Local feature descriptors define each image patch, whereas global feature descriptors describe the 
whole image. The advantage of global feature descriptors is their quick computation, but the disadvantage is 
their poor precision. Global feature descriptors frequently fall short in their attempts to extract significant visual 
characteristics from an image. Local feature descriptors are more accurate than global feature descriptors 
because they use features calculated from the image's patch to represent the image. The disadvantage of local 
features is that they will result in large feature space for large image databases [17]. The feature vectors and 
similarity measures have the biggest effects on the retrieval performance of the CBIR system. There is always 
a semantic gap between high-level human perception and the low-level image pixels that systems collect. 
Researchers decided to address this problem to enhance CBIR's performance in light of the recent success of 
deep learning techniques, particularly the performance of convolutional neural networks (CNN), in resolving 
the issue of computer vision applications [18]. 

Srivastava and Khare [19] presented a technique for CBIR that combines local and global features. 
Geometric moments extract global features, while SIFT descriptors extract local features.
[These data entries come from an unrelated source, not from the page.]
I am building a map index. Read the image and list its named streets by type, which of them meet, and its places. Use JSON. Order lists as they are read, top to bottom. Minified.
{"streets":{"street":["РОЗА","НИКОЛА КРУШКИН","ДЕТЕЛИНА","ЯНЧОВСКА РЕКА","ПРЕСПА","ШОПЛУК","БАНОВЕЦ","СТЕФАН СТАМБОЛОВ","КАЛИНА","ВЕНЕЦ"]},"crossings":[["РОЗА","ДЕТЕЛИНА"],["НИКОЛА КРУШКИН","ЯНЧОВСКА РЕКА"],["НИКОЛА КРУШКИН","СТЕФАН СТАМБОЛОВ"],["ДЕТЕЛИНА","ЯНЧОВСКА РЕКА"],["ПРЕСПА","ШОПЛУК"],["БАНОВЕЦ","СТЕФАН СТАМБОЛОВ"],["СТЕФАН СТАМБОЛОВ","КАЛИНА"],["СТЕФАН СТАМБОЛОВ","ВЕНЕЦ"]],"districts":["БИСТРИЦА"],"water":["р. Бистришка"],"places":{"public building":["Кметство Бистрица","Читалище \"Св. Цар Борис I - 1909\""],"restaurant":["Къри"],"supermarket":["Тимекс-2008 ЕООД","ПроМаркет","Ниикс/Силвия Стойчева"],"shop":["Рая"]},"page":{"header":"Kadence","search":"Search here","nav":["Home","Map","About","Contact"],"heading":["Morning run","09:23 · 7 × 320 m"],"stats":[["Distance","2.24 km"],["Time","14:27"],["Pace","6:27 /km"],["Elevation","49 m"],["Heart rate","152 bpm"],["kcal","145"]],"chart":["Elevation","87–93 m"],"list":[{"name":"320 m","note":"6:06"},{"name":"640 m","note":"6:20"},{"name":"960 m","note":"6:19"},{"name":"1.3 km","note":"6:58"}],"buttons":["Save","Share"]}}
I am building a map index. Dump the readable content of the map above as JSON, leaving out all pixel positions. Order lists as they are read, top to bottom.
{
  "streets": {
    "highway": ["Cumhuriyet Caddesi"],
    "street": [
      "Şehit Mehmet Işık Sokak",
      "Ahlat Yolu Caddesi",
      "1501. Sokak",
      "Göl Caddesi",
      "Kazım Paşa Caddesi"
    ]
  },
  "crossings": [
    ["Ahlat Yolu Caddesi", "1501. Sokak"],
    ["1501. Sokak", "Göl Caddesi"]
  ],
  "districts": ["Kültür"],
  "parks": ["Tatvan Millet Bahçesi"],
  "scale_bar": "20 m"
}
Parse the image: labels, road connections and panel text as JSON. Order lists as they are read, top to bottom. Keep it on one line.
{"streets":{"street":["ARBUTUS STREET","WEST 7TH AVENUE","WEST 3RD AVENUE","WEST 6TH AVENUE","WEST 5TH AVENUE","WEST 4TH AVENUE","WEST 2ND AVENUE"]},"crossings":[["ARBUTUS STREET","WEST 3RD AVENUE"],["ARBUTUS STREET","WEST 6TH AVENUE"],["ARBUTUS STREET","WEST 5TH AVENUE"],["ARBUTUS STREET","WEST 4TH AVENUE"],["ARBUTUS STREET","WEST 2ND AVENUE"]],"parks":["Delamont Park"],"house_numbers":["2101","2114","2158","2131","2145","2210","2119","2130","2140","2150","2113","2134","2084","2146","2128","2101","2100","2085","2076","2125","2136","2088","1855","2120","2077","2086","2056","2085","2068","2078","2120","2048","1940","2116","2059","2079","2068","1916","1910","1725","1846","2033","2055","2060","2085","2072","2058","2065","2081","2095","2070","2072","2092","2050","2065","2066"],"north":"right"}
SIFT and moments 
are combined to find visually similar images. The Corel 1K has an average precision of 0.3981. 
Mehmood et al. [20] combine the SURF and HOG image features. After the final features were extracted using 
the bag-of-visual words (BoVW) model, they used Euclidean measurement to evaluate the similarity between 
the query image and the database images. The average precision is 0.8061 on the Corel 1K datasets. These 
methods have two main drawbacks: first, they require a lot of time, and second, finding the most silent places 
is not always easy. 

Nazir et al. [21], suggest a new CBIR system that combines local and global features to handle low- 
level information. A color histogram (CH) is used to extract color information. Edge histogram descriptor and 
discrete wavelet transform (DWT) extract texture features (EDH). Based on the results of the experiments, the 
suggested method does better on the Corel 1K, with an average precision of 0.735. 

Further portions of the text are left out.